**Exercise description**
Filter the records below for the word "controls". Keep each line that has it.
[[ Records for the task open ]]
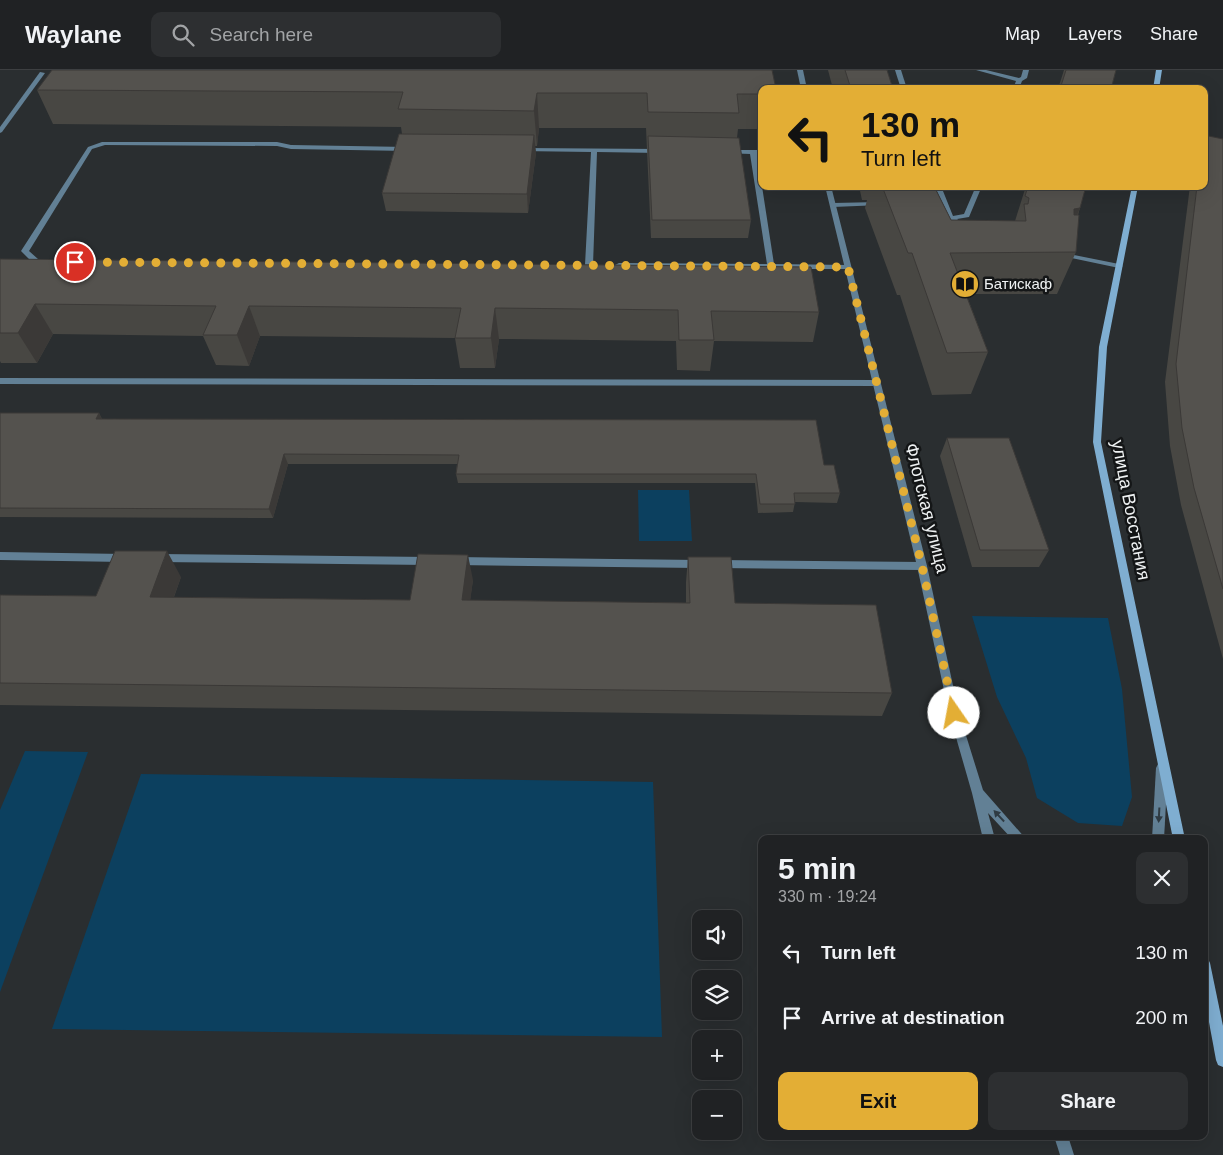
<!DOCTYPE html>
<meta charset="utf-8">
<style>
body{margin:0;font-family:Arial,sans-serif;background:#2d2f31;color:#f1f3f6;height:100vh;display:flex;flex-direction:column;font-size:19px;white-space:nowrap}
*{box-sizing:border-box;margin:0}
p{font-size:16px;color:#a2a4a6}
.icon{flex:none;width:28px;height:28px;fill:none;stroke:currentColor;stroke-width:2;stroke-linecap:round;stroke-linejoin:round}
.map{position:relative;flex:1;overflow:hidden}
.drawer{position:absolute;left:758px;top:765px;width:450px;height:305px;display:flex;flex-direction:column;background:#202224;border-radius:10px;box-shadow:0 5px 20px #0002,0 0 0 1px #3d3f41}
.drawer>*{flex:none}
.hud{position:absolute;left:758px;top:15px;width:450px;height:105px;border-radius:10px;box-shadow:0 5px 20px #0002,0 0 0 1px #3d3f41;background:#e3ae35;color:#111;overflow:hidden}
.controls{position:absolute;left:692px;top:840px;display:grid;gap:10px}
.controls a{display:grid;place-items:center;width:50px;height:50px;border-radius:10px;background:#202224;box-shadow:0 5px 20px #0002,0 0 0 1px #3d3f41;font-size:25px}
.pin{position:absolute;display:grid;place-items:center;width:42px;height:42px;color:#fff;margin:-21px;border:2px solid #fff;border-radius:50%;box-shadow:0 1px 5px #0007}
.me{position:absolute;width:55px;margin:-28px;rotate:348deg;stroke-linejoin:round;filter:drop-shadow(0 0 4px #0008)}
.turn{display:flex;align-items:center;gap:18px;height:105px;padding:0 20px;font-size:22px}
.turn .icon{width:65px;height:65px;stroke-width:2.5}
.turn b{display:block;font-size:35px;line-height:42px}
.round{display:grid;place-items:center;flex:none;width:52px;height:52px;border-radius:10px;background:#2d2f31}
.overview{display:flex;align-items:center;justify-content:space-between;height:85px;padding:0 20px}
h1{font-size:30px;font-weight:600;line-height:38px}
.cta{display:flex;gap:10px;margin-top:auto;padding:10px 20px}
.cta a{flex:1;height:58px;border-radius:10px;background:#e3ae35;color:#111;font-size:20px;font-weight:600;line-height:58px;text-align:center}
.cta a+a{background:#2d2f31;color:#f1f3f6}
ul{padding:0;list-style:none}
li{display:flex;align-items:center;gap:15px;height:65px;padding:0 20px}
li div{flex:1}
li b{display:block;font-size:19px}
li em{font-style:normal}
header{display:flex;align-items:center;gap:30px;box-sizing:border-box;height:70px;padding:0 25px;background:#202224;border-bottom:1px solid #3d3f41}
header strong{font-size:24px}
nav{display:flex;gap:28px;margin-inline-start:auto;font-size:18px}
.search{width:350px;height:45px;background:#2d2f31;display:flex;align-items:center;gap:12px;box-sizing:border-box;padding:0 18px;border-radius:10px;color:#a2a4a6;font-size:19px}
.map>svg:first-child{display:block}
.green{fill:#0c405f}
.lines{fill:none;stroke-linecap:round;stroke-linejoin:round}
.lane{fill:#628095;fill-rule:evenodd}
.street{fill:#628095;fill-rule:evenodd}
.secondary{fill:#7faed1;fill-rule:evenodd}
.wall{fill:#484743}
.shaded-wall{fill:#3b3937}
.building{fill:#54524e;stroke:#3b3937}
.oneway{fill:#2f3b43}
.route{stroke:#e3ae35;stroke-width:9;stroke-dasharray:0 16.2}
.labels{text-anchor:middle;stroke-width:5;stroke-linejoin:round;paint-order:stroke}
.far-poi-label{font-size:15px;fill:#eff2f3;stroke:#141617;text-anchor:start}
.street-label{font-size:18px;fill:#eff2f3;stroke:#141617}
</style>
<header>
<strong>Waylane</strong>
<div class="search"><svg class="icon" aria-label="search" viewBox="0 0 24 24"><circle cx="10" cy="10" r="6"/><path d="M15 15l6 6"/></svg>Search here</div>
<nav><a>Map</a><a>Layers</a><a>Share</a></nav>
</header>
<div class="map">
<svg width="1223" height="1085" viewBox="0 0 1223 1085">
<rect width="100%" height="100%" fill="#2a2e30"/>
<g class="green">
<path d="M638,420H689L692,471H639Z"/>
<path d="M972,546L1108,548L1122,619L1132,727L1122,756L1078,753L1037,728L1026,688L997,627Z"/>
<path d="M25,681L88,682L0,922V740Z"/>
<path d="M141,704L653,712L662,967L52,959Z"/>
</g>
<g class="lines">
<g class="lane">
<path d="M895,0H901L907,19H901Z"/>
<path d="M976,0H986L1019,8L1021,7L1023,0H1029L1027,8L1022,11L1019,19H1013L1016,11Z"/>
<path d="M40,2L45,3L2,62L0,63V57Z"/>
<path d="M102,72H277L291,75L408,77L411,79L408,81L291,79L277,76L105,75L92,79L29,181L38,189H47L51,191L47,193H33L21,181L88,77Z"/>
<path d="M522,78L660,79L663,81L660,83L597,82L593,195L589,197L585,195L591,82L520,81L519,80Z"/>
<path d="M727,80H761V84H757L774,194L848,195H851V199H771L616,197L615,195L619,193L767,194L750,84L725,83V81Z"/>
<path d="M935,116H941L953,146L964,144L976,116H982L969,147L957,149L966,156V160C953,160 946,144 942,134H926V132L940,130Z"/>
<path d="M879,132L881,133V135L833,137L830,135L833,133Z"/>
<path d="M1059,182L1119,194L1123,196L1119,198L1062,186L1058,184Z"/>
<path d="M0,308L877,310L881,313L877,316L0,314Z"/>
<path d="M0,482L124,484L129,488L124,492L0,490Z"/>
<path d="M158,484L429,487L434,491L429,495L158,492L153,488Z"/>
<path d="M456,487L699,490L704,494L699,498L456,495L451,491Z"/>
<path d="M718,490L922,492L927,496L922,500L718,498L713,494Z"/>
</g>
<g class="street">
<path d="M797,0H803L807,19H801Z"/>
<path d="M825,116H831L927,496L959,643L983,720L1026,769H1012L988,743L995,769H983L972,723L949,643L917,496Z"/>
<path d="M1162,693L1166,694L1168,698L1164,769H1152L1156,698L1158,694Z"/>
<path d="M1054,1066H1068L1074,1085H1060Z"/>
</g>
<g class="secondary">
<path d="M1156,0H1162L1159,19H1153Z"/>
<path d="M1132,116H1138L1107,277L1101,372L1185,769H1173L1093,372L1099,277Z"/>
<path d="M1204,887L1208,889L1210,893L1223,956V997L1218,995L1216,990L1204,925Z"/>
</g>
</g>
<g class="wall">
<path d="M828,0H887L893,19H833Z"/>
<path d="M1064,0H1116L1111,19H1058Z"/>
<path d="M761,19V59H738L737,68L751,150L748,168H651L646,58H539L537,76H535L536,83L528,143L386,141L382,123L402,64L401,57L53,54L37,20Z"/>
<path d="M1223,69V589L1181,435L1170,376L1165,312L1190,116H1204Z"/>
<path d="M859,116H934L951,150L1015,151L1026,116H1086L1080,138L1078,145L1076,182L1057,224H966L988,282L971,324L932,325L900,225H897L865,138L867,130H862Z"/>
<path d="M0,189L819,242L813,272L714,271L710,301L677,300L676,271L499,269L495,298H460L455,268L260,266L249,296L216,295L203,266L53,264L37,293H1L0,291Z"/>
<path d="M0,343H99L102,349L824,395L840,423L837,433L795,432L793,442L758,443L755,413H458L456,404L457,394H288L273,448L0,447Z"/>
<path d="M947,368L1049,480L1039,497H972L940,386Z"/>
<path d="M688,487L735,533L892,623L882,646L0,635V525L96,526L181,507L174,527L410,530L473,510L470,530L686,533V512Z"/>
</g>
<g class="shaded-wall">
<path d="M537,23L539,58L537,76L534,41Z"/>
<path d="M534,65L536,83L528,143L527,124Z"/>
<path d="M1080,138L1063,180L1074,139Z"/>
<path d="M35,234L53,264L37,293L18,263Z"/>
<path d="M249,236L260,266L249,296L237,265Z"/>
<path d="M495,238L499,269L495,298L491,268Z"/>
<path d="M99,343L104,353L96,349Z"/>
<path d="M284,384L288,394L273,448L269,439Z"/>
<path d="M167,481L181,507L165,551L150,527Z"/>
<path d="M468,485L473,510L467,555L462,530Z"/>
</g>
<g class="building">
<path d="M52,0H772L776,19H761V24H737L739,43L648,42L647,23H537L534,41L398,39L403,22L37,20Z"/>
<path d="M845,0H887L893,19H851Z"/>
<path d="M1066,0H1116L1111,19H1060Z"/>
<path d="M399,64L534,65L527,124L382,123Z"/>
<path d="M1204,65L1223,69V519L1194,418L1182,358L1176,294L1197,116H1204Z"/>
<path d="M648,66L739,68L751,150H652Z"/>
<path d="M882,116H934L951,150L1026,151L1024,134H1028L1029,128L1025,126L1028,116H1086L1080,138L1074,139V145H1079L1076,182L950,183L988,282L947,283L912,183H908Z"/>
<path d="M0,189L811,197L819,242L711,241L714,270H679L678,240L495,238L491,268H455L461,238L249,236L237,265H203L216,236L35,234L18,263H0Z"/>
<path d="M0,343H99L96,349L816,350L824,395H834L840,423H794L795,434H760L756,404H456L459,385L284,384L269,439L0,438Z"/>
<path d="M947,368H1009L1049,480H980Z"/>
<path d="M115,481H167L150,527L410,530L418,484L468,485L462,530L690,533L688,487H731L735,533L876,535L892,623L0,613V525L96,526Z"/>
</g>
<defs><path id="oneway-solid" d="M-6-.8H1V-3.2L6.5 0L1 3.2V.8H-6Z" transform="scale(1.25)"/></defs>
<g class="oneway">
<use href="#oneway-solid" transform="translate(1159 745) rotate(93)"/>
<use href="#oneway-solid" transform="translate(999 746) rotate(-133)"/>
</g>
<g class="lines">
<path class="route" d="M75,192L848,197L922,496L954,643"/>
</g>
<defs>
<symbol id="library-disc" viewBox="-11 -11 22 22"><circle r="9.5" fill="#e3ae35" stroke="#141617"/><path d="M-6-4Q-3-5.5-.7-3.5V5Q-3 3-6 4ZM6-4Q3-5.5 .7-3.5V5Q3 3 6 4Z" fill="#111"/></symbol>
</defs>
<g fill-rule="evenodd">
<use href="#library-disc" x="949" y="198" width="32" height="32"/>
</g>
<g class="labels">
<g class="far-poi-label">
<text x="984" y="219">Батискаф</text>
</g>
<g class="street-label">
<text transform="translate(927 438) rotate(76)" y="6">Флотская улица</text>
<text transform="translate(1131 440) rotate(79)" y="6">улица Восстания</text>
</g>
</g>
</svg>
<div class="controls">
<a><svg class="icon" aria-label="sound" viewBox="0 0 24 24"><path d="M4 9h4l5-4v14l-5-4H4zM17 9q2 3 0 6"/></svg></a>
<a><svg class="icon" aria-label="layers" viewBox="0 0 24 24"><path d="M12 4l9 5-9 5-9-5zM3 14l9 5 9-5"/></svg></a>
<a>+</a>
<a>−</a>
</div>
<div class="pin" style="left:75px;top:192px;background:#d93025"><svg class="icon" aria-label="arrive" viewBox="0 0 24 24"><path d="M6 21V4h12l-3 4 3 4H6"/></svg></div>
<svg class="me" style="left:954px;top:643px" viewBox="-20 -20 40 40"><circle r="19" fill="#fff"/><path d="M0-13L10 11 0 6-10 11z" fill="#e3ae35"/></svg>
<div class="hud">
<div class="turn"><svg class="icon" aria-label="left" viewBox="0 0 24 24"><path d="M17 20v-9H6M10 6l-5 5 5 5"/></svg><div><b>130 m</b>Turn left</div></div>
</div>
<section class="drawer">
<div class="overview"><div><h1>5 min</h1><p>330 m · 19:24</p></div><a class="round"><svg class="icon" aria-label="close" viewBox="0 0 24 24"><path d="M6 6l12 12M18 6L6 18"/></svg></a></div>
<ul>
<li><svg class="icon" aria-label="left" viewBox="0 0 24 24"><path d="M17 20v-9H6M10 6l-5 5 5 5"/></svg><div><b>Turn left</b></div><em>130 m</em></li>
<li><svg class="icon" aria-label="arrive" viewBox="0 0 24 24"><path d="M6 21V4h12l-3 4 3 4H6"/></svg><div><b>Arrive at destination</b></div><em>200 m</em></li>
</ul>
<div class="cta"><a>Exit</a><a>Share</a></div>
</section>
</div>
[[ Records for the task closed ]]
**Answer space**
.controls{position:absolute;left:692px;top:840px;display:grid;gap:10px}
.controls a{display:grid;place-items:center;width:50px;height:50px;border-radius:10px;background:#202224;box-shadow:0 5px 20px #0002,0 0 0 1px #3d3f41;font-size:25px}
<div class="controls">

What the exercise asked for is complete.